96: Tools analogous to genflags and genrecog would generate macros from
97: this description.
98:
99: There would be one pattern in the address-description file for each
100: kind of addressing, and this pattern would have:
101:
102: * the RTL expression for the address
103: * C code to verify its validity (since that may depend on
104: the exact data).
105: * C code to print the address in assembler language.
106: * C code to convert the address into a valid one, if it is not valid.
107: (This would replace LEGITIMIZE_ADDRESS).
108: * Register constraints for all indeterminates that appear
109: in the RTL expression.
110:
111: 3. Other languages.
112:
113: Front ends for Pascal, Fortran, Algol, Cobol and Ada are desirable.
114:
115: Pascal requires the implementation of functions within functions.
116: Some of the mechanisms for this already exist.
117:
118: 4. Generalize the machine model.
119:
120: 4.A. Parameters in registers.
121:
122: One some machines, conventions are that some parameters are passed
123: in general registers. The compiler currently cannot handle this.
124:
125: This requires changes in the code in expr.c for function calls.
126: For function entry, changes are required in stmt.c, and in
127: layout_parms, and perhaps also in final and in register allocation,
128: but the last should be minor.
129:
130: Where stmt.c now copies the stack slot into a pseudo register,
131: instead copy the special argument register into a pseudo register.

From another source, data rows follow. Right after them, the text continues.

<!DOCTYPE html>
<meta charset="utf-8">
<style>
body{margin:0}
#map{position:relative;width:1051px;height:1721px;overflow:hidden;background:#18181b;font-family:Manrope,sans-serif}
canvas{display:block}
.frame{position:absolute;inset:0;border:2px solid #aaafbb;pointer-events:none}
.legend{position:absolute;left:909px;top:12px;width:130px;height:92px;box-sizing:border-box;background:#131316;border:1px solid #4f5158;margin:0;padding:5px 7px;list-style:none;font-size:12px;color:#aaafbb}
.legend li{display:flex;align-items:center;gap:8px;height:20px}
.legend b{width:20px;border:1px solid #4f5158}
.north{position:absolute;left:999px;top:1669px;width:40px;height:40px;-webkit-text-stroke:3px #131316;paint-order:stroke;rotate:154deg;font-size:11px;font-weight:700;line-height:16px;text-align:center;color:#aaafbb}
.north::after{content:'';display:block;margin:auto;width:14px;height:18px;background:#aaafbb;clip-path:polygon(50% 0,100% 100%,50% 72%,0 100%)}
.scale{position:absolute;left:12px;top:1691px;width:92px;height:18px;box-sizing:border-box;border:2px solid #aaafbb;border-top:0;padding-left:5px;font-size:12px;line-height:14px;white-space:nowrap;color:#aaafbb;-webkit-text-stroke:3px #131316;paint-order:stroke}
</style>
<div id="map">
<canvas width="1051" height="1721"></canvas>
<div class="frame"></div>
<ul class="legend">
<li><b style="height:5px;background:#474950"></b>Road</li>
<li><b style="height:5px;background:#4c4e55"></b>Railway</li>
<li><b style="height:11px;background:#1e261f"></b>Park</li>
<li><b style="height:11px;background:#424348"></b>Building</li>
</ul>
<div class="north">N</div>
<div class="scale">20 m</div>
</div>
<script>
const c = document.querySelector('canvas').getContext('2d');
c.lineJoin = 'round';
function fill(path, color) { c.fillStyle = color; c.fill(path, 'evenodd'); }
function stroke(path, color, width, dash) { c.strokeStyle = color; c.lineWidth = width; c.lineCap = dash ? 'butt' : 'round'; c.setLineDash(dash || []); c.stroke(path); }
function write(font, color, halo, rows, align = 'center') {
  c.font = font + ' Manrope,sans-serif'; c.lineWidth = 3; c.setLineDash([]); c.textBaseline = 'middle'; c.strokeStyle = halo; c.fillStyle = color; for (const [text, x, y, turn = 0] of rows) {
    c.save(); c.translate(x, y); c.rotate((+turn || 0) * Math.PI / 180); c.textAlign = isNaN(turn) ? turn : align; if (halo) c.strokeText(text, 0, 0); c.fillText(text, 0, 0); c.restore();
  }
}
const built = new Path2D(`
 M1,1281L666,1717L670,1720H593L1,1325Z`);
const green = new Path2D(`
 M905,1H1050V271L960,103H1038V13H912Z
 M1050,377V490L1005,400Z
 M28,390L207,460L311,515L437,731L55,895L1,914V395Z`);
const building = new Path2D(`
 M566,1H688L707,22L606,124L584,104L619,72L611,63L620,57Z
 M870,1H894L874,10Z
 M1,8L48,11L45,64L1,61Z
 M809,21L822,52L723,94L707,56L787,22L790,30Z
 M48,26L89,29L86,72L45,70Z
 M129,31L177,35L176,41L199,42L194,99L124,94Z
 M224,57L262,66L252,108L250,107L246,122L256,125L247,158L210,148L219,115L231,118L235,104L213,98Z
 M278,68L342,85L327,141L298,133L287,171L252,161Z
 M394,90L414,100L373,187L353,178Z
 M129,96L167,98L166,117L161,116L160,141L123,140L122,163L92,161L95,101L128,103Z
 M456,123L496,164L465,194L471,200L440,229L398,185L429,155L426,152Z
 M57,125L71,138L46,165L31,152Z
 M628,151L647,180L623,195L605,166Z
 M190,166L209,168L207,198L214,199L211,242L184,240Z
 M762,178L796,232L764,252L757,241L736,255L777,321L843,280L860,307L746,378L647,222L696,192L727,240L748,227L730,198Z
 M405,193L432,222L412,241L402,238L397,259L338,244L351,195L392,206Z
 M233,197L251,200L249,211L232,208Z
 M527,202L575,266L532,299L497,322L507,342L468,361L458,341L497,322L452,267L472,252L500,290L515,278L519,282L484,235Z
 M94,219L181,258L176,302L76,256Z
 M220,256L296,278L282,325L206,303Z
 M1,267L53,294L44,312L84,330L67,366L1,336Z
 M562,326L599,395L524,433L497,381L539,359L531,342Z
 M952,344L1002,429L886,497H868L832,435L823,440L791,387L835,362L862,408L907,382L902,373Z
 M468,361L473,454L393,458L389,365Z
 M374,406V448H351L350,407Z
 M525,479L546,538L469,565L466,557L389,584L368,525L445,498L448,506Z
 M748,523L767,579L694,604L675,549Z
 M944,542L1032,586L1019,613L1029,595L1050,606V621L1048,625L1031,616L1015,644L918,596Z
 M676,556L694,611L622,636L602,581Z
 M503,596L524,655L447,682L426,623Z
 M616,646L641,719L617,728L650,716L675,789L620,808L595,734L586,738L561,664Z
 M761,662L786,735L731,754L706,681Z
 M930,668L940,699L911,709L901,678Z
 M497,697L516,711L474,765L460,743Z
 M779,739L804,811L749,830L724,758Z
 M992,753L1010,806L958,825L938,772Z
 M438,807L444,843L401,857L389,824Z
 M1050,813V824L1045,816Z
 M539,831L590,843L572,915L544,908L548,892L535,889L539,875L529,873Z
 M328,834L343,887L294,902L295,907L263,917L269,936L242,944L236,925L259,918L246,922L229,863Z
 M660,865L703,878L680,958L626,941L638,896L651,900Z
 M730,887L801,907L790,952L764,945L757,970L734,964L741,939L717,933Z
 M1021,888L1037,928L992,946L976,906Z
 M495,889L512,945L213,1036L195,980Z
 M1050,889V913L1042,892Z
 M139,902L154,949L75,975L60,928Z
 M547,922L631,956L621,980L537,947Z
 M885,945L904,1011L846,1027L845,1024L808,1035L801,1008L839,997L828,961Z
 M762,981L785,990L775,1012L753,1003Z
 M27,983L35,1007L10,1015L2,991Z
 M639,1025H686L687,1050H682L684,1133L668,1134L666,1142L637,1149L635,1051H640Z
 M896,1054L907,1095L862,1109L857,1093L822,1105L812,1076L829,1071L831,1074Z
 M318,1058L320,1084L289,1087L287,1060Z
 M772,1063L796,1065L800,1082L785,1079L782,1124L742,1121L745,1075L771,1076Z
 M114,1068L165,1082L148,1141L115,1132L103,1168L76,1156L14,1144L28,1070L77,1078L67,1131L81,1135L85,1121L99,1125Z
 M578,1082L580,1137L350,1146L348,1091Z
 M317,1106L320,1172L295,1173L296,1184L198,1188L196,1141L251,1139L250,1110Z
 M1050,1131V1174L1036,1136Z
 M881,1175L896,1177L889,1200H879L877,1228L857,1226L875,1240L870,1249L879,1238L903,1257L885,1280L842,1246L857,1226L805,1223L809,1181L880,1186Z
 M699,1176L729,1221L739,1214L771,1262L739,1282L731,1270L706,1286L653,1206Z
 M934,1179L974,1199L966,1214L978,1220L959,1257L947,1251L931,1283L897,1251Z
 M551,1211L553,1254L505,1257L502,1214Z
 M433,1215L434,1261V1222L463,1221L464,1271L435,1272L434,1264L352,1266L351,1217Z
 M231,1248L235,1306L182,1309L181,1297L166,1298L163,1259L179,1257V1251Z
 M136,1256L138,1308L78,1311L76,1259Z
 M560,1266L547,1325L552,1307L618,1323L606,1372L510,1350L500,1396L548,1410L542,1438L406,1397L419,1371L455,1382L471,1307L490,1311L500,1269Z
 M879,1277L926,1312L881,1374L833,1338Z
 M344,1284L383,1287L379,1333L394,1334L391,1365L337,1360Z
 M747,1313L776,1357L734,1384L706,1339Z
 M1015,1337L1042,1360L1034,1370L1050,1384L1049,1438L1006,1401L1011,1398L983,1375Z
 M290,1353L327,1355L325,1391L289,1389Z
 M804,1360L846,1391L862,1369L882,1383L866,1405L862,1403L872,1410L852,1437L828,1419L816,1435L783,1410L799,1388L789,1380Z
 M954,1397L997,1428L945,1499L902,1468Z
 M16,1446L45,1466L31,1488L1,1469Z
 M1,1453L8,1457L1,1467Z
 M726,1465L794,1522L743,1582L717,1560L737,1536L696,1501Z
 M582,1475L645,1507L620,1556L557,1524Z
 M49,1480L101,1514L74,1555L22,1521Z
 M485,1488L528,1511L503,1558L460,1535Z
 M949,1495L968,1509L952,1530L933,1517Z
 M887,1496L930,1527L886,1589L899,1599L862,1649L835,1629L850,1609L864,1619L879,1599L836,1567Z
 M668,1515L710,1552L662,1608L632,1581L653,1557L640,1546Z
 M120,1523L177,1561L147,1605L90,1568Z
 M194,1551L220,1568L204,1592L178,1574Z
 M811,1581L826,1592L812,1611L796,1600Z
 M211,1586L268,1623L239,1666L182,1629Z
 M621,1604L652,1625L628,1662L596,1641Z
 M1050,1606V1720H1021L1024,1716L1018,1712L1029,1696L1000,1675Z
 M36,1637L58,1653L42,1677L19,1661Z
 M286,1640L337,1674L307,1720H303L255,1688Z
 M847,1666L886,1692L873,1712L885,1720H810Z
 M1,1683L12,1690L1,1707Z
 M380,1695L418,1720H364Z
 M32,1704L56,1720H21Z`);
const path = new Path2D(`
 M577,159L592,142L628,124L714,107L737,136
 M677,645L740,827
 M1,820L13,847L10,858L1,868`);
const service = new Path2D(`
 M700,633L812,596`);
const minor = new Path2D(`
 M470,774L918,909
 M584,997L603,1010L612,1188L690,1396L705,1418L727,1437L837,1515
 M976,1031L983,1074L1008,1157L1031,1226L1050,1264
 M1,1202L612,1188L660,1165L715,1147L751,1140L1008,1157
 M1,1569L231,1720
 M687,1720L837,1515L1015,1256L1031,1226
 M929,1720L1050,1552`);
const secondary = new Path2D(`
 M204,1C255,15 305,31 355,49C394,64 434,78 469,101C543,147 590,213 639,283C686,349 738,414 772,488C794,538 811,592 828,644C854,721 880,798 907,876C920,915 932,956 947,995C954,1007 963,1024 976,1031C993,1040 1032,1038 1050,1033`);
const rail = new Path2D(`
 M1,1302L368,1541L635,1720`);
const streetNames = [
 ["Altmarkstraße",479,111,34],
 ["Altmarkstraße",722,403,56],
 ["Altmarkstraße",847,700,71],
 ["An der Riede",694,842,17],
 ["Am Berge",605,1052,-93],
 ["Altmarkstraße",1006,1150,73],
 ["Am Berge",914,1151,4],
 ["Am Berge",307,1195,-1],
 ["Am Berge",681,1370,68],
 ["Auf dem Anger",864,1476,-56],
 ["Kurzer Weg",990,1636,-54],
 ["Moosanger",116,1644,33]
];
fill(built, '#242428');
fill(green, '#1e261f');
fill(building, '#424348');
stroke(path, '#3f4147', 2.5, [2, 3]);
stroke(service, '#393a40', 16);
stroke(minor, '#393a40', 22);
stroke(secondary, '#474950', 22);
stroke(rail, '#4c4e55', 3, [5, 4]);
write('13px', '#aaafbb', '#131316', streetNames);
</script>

132: Use the pseudo register throughout the body of the function to
133: represent the parameter. That way, parameters can still be spilled
134: to the stack.
135:
136: 4.B. Jump-execute-next.
137:
138: Many recent machines have jumps which execute the following instruction
139: before the instruction jumped to. To take advantage of this capability
140: requires a new compiler pass that would reorder instructions when possible.
141: After reload is a good place for it.
142:
143: 5. Add a profiling feature like Berkeley's -pg,
144: or other debugging and measurement features.